So Ashley Ellis from Credit Suisse. You've referenced a lot of products and software features that you've released over the last few years. Are there areas that you want to invest more in, augment any holes in the portfolio? And the second part of the question was with the go-to-market as you have a more unified portfolio now, you're not selling what's on hand behind your back. How are you shifting that go to market or maybe you're not?

Ajay Singh

executive
#100

Yes. I'd say -- so from a portfolio standpoint, been discussing for us to kind of push the density road map and go denser and denser and then evolve the Purity, as somebody pointed out, to make sure it matches up. But that kind of -- that drives our core competitive edge. The next adjacency we are already going after the whole filer space. That's a huge untapped opportunity, so there's more work that we can do in the filer space. And then certainly beyond that, there are sort of other adjacent opportunities. The hyperscaler space is a big opportunity. Over there, we have to kind of modify it so to go into the core rather than go sell a complete array, we have to adjust it and sometimes maybe do a software license arrangement. But we sell our core IP that can potentially work with a more bespoke piece of hardware that they can go outsource it, buy from somebody else. So there's some flexibility, some flexible kind of investments we have to do that enable that flexibility. That opens up a huge market opportunity for us. And then certainly, on the cloud side, we talked about Cloud Block Store, and we have an Azure and AWS. Somebody mentioned what about GCP? And so tons to do. And the good news is we have a great investment profile. We invested a nice chunk in R&D. We have a global footprint so we can leverage the best talent in different locations and [indiscernible] higher in the upper quartile of the talent pool. So we get really tremendous talent in North America, in Prague, in Bangalore and using their footprint, we can truly go after all of these things.

Charles Giancarlo

executive
#101

Yes. I would say that another example of things that we expect to invest quite heavily in is Pure Fusion, which we mentioned which started off in our FlashArray product line on block, but we're going to be taking through the entire product line. And so that's an important area.
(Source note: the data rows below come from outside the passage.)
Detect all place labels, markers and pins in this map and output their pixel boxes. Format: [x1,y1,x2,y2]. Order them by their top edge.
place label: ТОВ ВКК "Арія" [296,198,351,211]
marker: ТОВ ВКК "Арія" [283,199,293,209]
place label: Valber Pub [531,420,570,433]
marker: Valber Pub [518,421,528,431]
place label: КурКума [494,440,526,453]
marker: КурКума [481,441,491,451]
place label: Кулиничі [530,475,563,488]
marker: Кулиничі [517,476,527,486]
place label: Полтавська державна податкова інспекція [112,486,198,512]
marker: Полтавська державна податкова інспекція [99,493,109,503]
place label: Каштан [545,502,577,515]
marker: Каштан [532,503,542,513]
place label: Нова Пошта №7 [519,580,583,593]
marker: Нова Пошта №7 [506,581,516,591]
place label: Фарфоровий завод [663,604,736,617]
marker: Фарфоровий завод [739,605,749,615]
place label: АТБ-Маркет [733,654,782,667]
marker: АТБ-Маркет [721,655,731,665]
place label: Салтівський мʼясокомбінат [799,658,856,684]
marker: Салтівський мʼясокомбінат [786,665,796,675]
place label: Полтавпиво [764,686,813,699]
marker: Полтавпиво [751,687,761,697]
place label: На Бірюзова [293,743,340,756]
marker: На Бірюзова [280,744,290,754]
So we do -- while we expect to get greater product, we're going to keep the same level of technology investment intensiveness for quite some time, but we do expect to get productivity improvements from this fact that we've gone from only 3 years ago, for the most part, 100% engineering in -- on the Western U.S. to now a substantial investment in Prague, substantial investment in Bangalore. And we're going to balance out where we do that R&D, which is going to bring productivity up a little bit. But the -- to the sales force, we've been signaling, for the last 2 earnings calls, this change or this focus on sales training and inspection and management and so forth. And a lot of that was in anticipation of being -- of coming out with E and across our entire product line. It really fundamentally changes the sales approach from selling individual arrays into individual use case opportunities into selling a portfolio and selling the company actually as a partner to enterprise companies. I won't underestimate the task. It's a significant change in focus for our sales team, ergo, the big investment in how we are training them and in the ongoing training that we're doing every quarter.

Kevan Krysler

executive
#102

Just to add a little bit more on the go-to-market So and obviously, just on your training piece, look, the total cost of ownership advantages are so tremendous and really getting that cascaded down throughout our field is going to be really compelling for us on a go-to-market standpoint. And then I think we'll really focus again in terms of expansion on enterprise. Europe, international is a big area of opportunity that we see as well. We think there's opportunity for traction with the channel, especially in the E family and really giving some penetration even more so with the channel on that front. And then obviously, hyperscaler continues to be a big focus of ours as well. And then back to your question, Pinjalim, on investments for R&D. Coz and Rob need the Purity investments for 300 terabytes, so we're going to work at it.

Charles Giancarlo

executive
#103

On the R&D one, I just mentioned [indiscernible]

Paul Ziots

executive
#104

So the questions were fantastic. Thank you so much. Charlie, you want to bring us home?

Charles Giancarlo

executive
#105

Sure. Well, again, we really want to thank you all for not only your time today but obviously coming out. It's a big investment by all of you, both in time and money. We very much appreciate that. I hope that -- we do feel that with the ability now to compete for the entire storage estate in our customers' environment, and then it gives us this ability to really come forward with these really sustainable competitive advantages that we believe are compelling. We have to convince, of course, our customers, our channel, most of all, that this is something that they should be investing in as they go forward. But I hope we've been able to convince you that this is only a business that I'm in where a 10x improvement is still questioned us whether that's enough. It's a very conservative market. I hope we've been able to convince you that a 10x improvement is enough. We think it's going to be an exciting time for Pure, and we're looking forward to the fight. So thank you, all.

Paul Ziots

executive
#106

Thank you.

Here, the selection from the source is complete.